Bayes risk CTC: Controllable CTC alignment in Sequence-to-Sequence tasks

Sequence-to-Sequence (seq2seq) tasks transcribe the input sequence to a target sequence. The Connectionist Temporal Classification (CTC) criterion is widely used in multiple seq2seq tasks. Besides predicting the target sequence, a side product of CTC is to predict the alignment, which is the most probable input-long sequence that specifies a hard aligning relationship between the input and target units. As there are multiple potential aligning sequences (called paths) that are equally considered in CTC formulation, the choice of which path will be most probable and become the predicted alignment is always uncertain. In addition, it is usually observed that the alignment predicted by vanilla CTC will drift compared with its reference and rarely provides practical functionalities. Thus, the motivation of this work is to make the CTC alignment prediction controllable and thus equip CTC with extra functionalities. The Bayes risk CTC (BRCTC) criterion is then proposed in this work, in which a customizable Bayes risk function is adopted to enforce the desired characteristics of the predicted alignment.
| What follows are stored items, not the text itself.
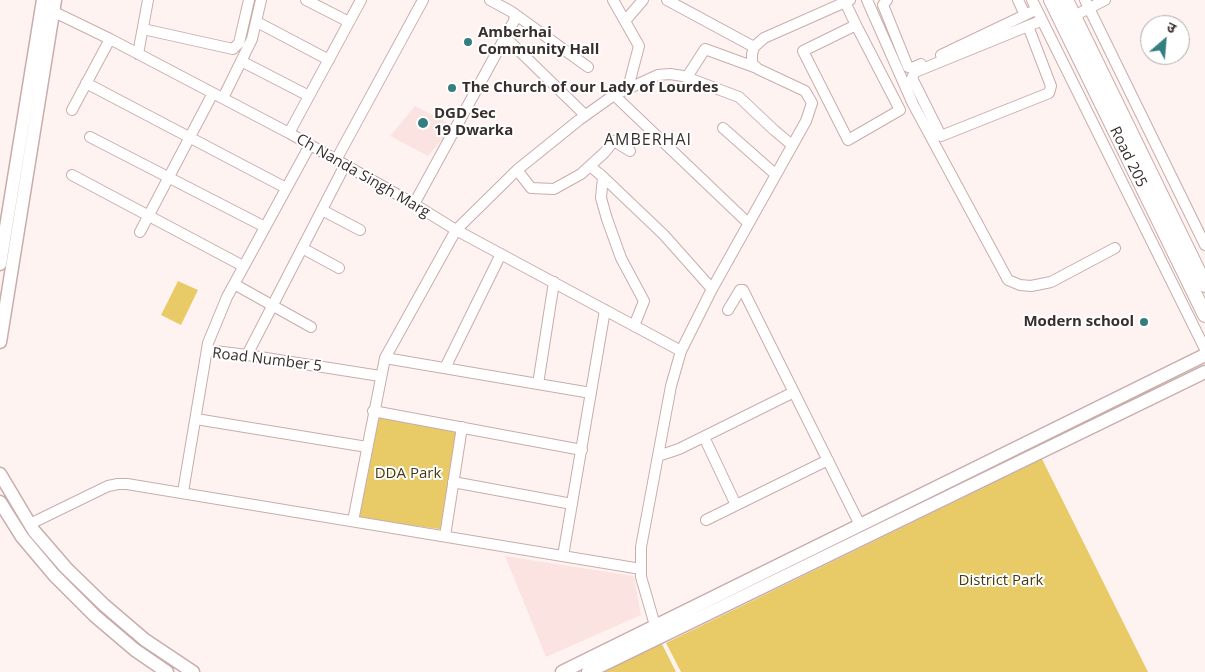 <!DOCTYPE html>
<html>
<head>
<meta charset="utf-8">
<style>
	body { margin:0 }
	#map { position:relative; width:1205px; height:672px; overflow:hidden; background:#fff3f2; font-family:"Open Sans","Noto Sans Devanagari",sans-serif }
	canvas { display:block }
	.north { position:absolute; left:1140px; top:15px; width:50px; height:50px; box-sizing:border-box; background:#fff; border:1px solid #afabab; border-radius:50%; rotate:27deg; font-size:14px; font-weight:700; line-height:20px; text-align:center; color:#382e2d }
	.north::after { content:''; display:block; margin:auto; width:18px; height:22px; background:#357e80; clip-path:polygon(50% 0,100% 100%,50% 72%,0 100%) }
</style>
</head>
<body>
<div id="map">
<canvas width="1205" height="672"></canvas>
<div class="north">उ</div>
</div>
<script>
const c = document.querySelector('canvas').getContext('2d');
c.lineJoin = 'round';
function fillPath(path, color) { c.fillStyle = color; c.fill(path, 'evenodd'); }
const shape = rows => new Path2D(rows.map(r => 'M' + r).join(''));
function strokePath(path, color, width, dash) { c.strokeStyle = color; c.lineWidth = width; c.lineCap = dash ? 'butt' : 'round'; c.setLineDash(dash || []); c.stroke(path); }
function label(font, color, halo, rows, align = 'center') {
  c.font = font + ' "Open Sans",sans-serif'; c.lineWidth = 4; c.setLineDash([]); c.textBaseline = 'middle'; c.strokeStyle = halo; c.fillStyle = color; for (const [text, x, y, turn = 0] of rows) {
    c.save(); c.translate(x, y); c.rotate((+turn || 0) * Math.PI / 180); c.textAlign = isNaN(turn) ? turn : align; if (halo) c.strokeText(text, 0, 0); c.fillText(text, 0, 0); c.restore();
  }
}
fillPath(shape([
	[415,106,454,126,428,156,390,136],
	[505,556,634,576,641,615,546,657]
]), '#fae3e1');
fillPath(shape([
	[178,281,198,290,181,325,161,315],
	[373,412,459,429,446,530,356,518],
	[1042,459,1148,672,681,672,666,643],
	[661,642,676,672,597,672]
]), '#e8cb67');
const minor = shape([
	[306,0,349,22],
	[490,0,512,12,588,67],
	[613,0,639,46,628,88],
	[667,0,754,47],
	[867,0,913,104,1008,280,1020,285,1031,286,1051,282,1115,248],
	[887,0,883,5,908,67,912,68,921,64],
	[1018,0,1025,15,1031,12],
	[1032,0,1205,349],
	[1085,0,1205,245],
	[845,2,856,25,803,51,848,140,900,110,856,25],
	[48,9,110,39,289,133,414,204,456,230,681,351],
	[1068,19,1105,0],
	[625,21,643,0],
	[257,22,329,60],
	[1028,26,1051,86,1049,93,941,136,912,78,915,72,1028,26,1038,22,1042,20],
	[143,29,233,49,239,43,249,0],
	[505,37,585,115],
	[138,54,148,0],
	[941,55,1025,15],
	[241,61,309,96],
	[687,77,705,49,757,68],
	[86,83,286,188],
	[614,95,748,223],
	[223,98,252,39,261,0],
	[72,110,110,39],
	[723,128,775,174],
	[289,133,361,0],
	[90,137,265,227],
	[336,160,423,0],
	[590,166,603,177,601,198,607,219,621,258,644,301,634,326],
	[517,170,531,188,554,189,581,174,604,153,614,141,630,151],
	[600,174,664,235,712,289],
	[72,175,243,266],
	[414,204,514,21,515,15,512,12],
	[322,210,360,230],
	[140,232,213,93],
	[302,248,339,268],
	[234,284,311,327],
	[728,310,740,290,743,290,860,525],
	[207,350,247,355,380,376],
	[247,355,345,165],
	[385,358,591,393],
	[445,368,501,254],
	[538,384,554,282],
	[373,411,582,450],
	[196,419,367,447],
	[704,437,736,505],
	[658,456,679,449,794,392],
	[453,482,572,504],
	[183,492,208,343,227,297,310,145],
	[706,520,828,460],
	[353,521,385,358,456,230,517,170,579,120,614,95,658,75,670,74,683,76,739,97,774,130,792,145],
	[30,524,108,486,118,484,127,484,641,569],
	[445,536,462,427],
	[563,556,605,310],
	[657,632,641,577,641,547,671,386,681,351,712,289,806,121,812,103,805,91,758,69,752,63,752,54,754,47,764,38,850,0]
]);
const tertiary = shape([
	[0,264,43,0],
	[0,342,55,0],
	[0,474,34,531,66,568,104,605,145,640,193,672],
	[0,502,22,537,54,575,95,616,135,650,167,672],
	[562,672,1205,355],
	[588,672,1205,372]
]);
const secondary = shape([
	[1051,0,1205,315],
	[1066,0,1205,285]
]);
strokePath(minor, '#c8adab', 12);
strokePath(tertiary, '#c8adab', 15);
strokePath(secondary, '#c8adab', 16);
strokePath(minor, '#fff', 10);
strokePath(tertiary, '#fff', 12);
strokePath(secondary, '#fff', 14);
for (const [x, y, r, color] of [
	[468,42,5,"#357e80"],
	[452,88,5,"#357e80"],
	[423,123,6,"#357e80"],
	[1144,322,5,"#357e80"]
]) { const dot = new Path2D(); dot.arc(x, y, r, 0, 2 * Math.PI); c.fillStyle = color; c.fill(dot); strokePath(dot, '#fff', 2); }
label('bold 15px', '#382e2d', '#fff', [
	["Amberhai",478,33],
	["Community Hall",478,50],
	["The Church of our Lady of Lourdes",462,88],
	["DGD Sec",434,114],
	["19 Dwarka",434,131],
	["Modern school",1134,322,"right"]
], 'left');
label('15px', '#382e2d', '#fff', [
	["Road 205",1128,157,64],
	["Ch Nanda Singh Marg",363,176,30],
	["Road Number 5",267,360,7]
]);
label('15px', '#463a0e', '#fff', [
	["DDA Park",408,474],
	["District Park",1001,581]
]);
c.letterSpacing = '1px';
label('16px', '#382e2d', '#fff', [
	["AMBERHAI",648,140]
]);
c.letterSpacing = '0px';
</script>
</body>
</html>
With the risk function, the BRCTC is a general framework to adopt some customizable preference over the paths in order to concentrate the posterior into a particular subset of the paths. In applications, we explore one particular preference which yields models with the down-sampling ability and reduced inference costs. By using BRCTC with another preference for early emissions, we obtain an improved performance-latency trade-off for online models. Experimentally, the proposed BRCTC reduces the inference cost of offline models by up to 47% without performance degradation and cuts down the overall latency of online systems to an unseen level.
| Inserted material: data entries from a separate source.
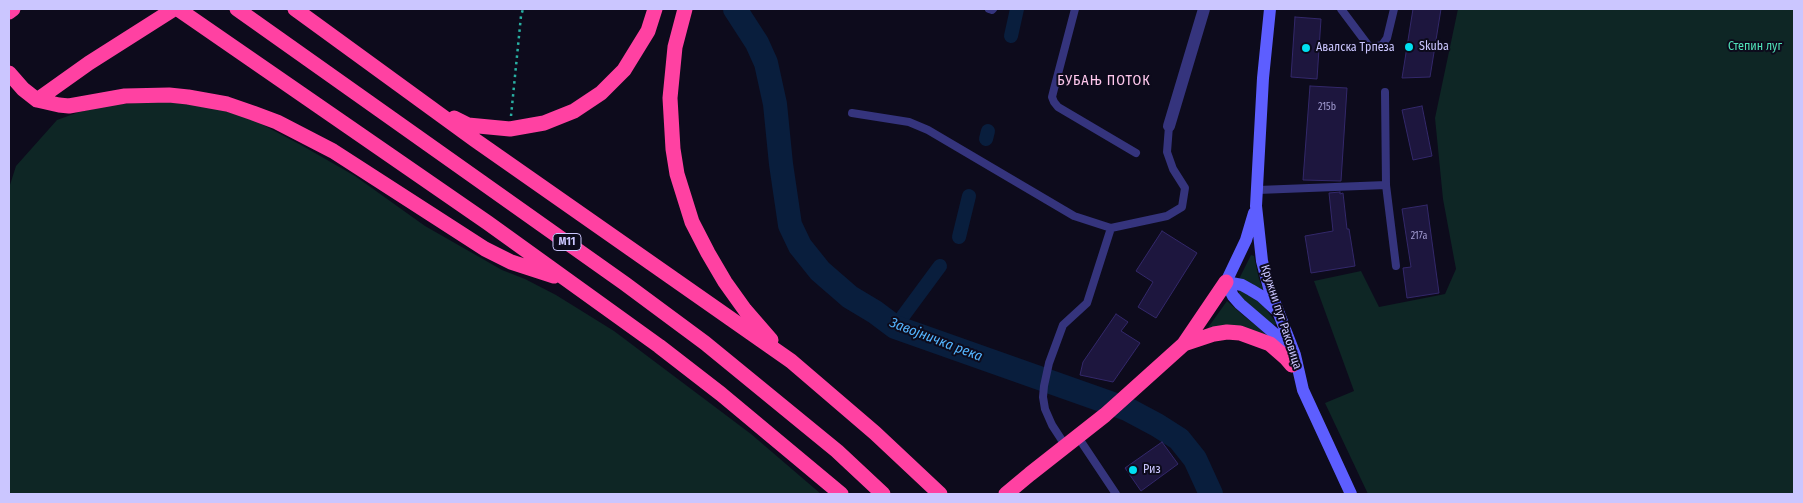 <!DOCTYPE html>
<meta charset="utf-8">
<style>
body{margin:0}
#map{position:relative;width:1803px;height:503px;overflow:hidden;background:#0d0b1c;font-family:"Fira Sans Condensed",sans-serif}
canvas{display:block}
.frame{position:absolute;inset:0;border:10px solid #cbc6ff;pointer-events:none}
</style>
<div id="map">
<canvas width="1803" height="503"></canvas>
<div class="frame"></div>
</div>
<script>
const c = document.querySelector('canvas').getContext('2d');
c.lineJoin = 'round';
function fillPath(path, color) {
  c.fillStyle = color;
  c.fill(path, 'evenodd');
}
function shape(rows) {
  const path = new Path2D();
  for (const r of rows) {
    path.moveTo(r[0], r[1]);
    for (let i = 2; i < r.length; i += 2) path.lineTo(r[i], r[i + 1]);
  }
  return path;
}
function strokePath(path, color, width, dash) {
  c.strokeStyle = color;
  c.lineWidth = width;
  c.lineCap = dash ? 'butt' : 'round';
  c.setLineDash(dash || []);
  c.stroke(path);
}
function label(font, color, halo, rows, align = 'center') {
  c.font = font + ' "Fira Sans Condensed",sans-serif';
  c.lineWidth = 4;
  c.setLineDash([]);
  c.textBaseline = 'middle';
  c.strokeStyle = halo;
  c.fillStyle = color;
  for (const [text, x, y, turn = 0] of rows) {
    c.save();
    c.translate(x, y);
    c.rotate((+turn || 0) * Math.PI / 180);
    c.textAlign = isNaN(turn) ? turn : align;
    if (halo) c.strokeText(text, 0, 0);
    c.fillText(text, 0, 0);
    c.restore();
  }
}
fillPath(shape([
 [1458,9,1794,9,1794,494,1368,494,1325,403,1354,391,1314,281,1361,271,1379,307,1445,294,1456,269,1443,199,1435,118],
 [159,101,206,106,250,118,301,145,355,176,425,226,502,270,525,279,556,295,614,331,751,434,821,494,9,494,9,188,16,166,57,120,79,112,111,105],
 [1251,255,1254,256,1259,279,1265,294,1239,279],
 [1240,290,1254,297,1266,309,1277,324,1273,325,1242,299,1238,294],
 [1227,301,1244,316,1269,336,1207,329]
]), '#0e2625');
strokePath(shape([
 [1011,36,1017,9],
 [986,139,988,131],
 [959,237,969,196],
 [895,327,940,266]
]), '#091e3d', 14);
strokePath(shape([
 [735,9,757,43,766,63,775,104,781,164,790,225,800,246,820,271,850,297,875,312,895,327,1127,409,1157,425,1179,439,1195,459,1211,494]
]), '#091e3d', 24);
const building = shape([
 [1413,9,1441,9,1430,77,1402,78,1413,9],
 [1295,17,1321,19,1317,79,1291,77,1295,17],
 [1310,86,1347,88,1341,181,1303,180,1310,86],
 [1422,106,1432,156,1413,160,1402,110,1422,106],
 [1340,192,1340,194,1343,193,1347,229,1349,229,1355,266,1311,273,1305,236,1333,231,1329,193,1340,192],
 [1427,205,1439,293,1407,298,1403,268,1411,267,1402,209,1427,205],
 [1162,231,1197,253,1156,318,1138,307,1153,282,1136,271,1162,231],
 [1116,314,1128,322,1121,331,1140,343,1113,382,1080,375,1083,362,1116,314],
 [1162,442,1178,464,1141,491,1125,468,1162,442]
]);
fillPath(building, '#1d163e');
strokePath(building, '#33286a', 1);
strokePath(shape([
 [511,116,521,16,523,9]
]), '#29b0a3', 2.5, [2.5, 4]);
strokePath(shape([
 [989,9,992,10,993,9],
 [1075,9,1054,89,1052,97,1054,102,1058,107,1136,153],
 [1341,9,1368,45,1372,47,1382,45,1387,38,1394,9],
 [852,113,909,122,928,130,1074,216,1111,228,1167,216,1182,207,1185,188,1173,169,1167,152,1169,126],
 [1386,185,1396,266],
 [1258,190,1386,185,1385,92],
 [1078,437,1116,494],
 [1065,445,1052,425,1045,409,1043,397,1044,386,1049,363,1063,325,1087,303,1111,228]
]), '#35347d', 8);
strokePath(shape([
 [1169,126,1204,9]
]), '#35347d', 12);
strokePath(shape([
 [1270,9,1263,78,1256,206,1262,261,1269,288,1295,355,1303,390,1351,494],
 [1226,282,1233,296,1240,304,1275,334,1289,358],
 [1226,282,1246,240,1254,213],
 [1226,282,1242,285,1251,290,1261,296,1275,309]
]), '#5d5eff', 12);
strokePath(shape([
 [178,9,488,223,659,346,721,394,841,494],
 [237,9,624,283,705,343,837,451,883,494],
 [295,9,475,140,791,361,875,433,940,494],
 [685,9,675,47,670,98,673,149,677,174,692,222,708,253,725,282,745,310,771,340],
 [9,12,13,9],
 [9,73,23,89,37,100,59,105,69,106,125,96,169,95,188,97,227,104,253,113,277,122,333,151,485,249,511,262,554,276],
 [37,100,89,63,174,9],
 [454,118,468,125,510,129,544,123,574,111,601,93,624,70,648,31,655,9],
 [1184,344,1214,334,1227,332,1240,333,1270,344,1286,358,1292,365],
 [1006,494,1030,474,1105,415,1184,344,1226,282]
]), '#ff41a2', 15);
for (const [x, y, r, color] of [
 [1409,47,5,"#00e0f1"],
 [1306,48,5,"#00e0f1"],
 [1133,470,5,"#00e0f1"]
]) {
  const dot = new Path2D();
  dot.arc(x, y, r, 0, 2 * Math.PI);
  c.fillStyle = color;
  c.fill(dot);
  strokePath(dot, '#0d0b1c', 2);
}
label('10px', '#a09acf', null, [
 ["215b",1327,107],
 ["217a",1419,236]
]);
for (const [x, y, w] of [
 [567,242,28]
]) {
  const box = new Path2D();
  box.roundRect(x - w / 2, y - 8.5, w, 17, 4);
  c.fillStyle = '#0d0b1c';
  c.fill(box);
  strokePath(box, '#cbc6ff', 1);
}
label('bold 11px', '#cbc6ff', null, [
 ["M11",567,242]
]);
label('12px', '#cbc6ff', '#0d0b1c', [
 ["Skuba",1419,47],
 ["Авалска Трпеза",1316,48],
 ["Риз",1143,470]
], 'left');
label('12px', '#50e1b8', '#0d0b1c', [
 ["Степин луг",1755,47]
]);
label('12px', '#cbc6ff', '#0d0b1c', [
 ["Кружни пут Раковица",1281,317,72]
]);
c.letterSpacing = '1px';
label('14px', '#ffc8ed', '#0d0b1c', [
 ["БУБАЊ ПОТОК",1104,81]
]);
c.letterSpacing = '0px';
label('italic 14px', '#54b5ff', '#0d0b1c', [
 ["Завојничка река",936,340,21]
]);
</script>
翻译：序列到序列（seq2seq）任务将输入序列转录为目标序列。连接主义时间分类（CTC）准则广泛应用于多种seq2seq任务中。除了预测目标序列外，CTC的一个副产品是预测对齐关系，即最可能的最长输入序列，该序列指定了输入单元与目标单元之间的硬对齐关系。由于CTC公式中存在多个同等考虑的对齐序列（称为路径），哪条路径最可能成为预测对齐始终存在不确定性。此外，通常观察到原始CTC预测的对齐与参考对齐相比会发生偏移，且极少提供实用功能。因此，本工作的动机是实现可控的CTC对齐预测，从而为CTC赋予额外功能。本文提出贝叶斯风险CTC（BRCTC）准则，其中采用可定制的贝叶斯风险函数来强制实现预测对齐的期望特性。借助风险函数，BRCTC是一个通用框架，可对路径施加特定偏好，从而将后验分布集中在路径的特定子集上。在应用中，我们探索了一种特定偏好，该偏好赋予模型降采样能力并降低推理成本。通过使用具有另一种早发射偏好的BRCTC，我们实现了在线模型性能与延迟之间更优的权衡。实验表明，所提出的BRCTC在不损失性能的情况下，将离线模型的推理成本降低高达47%，并将在线系统的整体延迟降至前所未有的水平。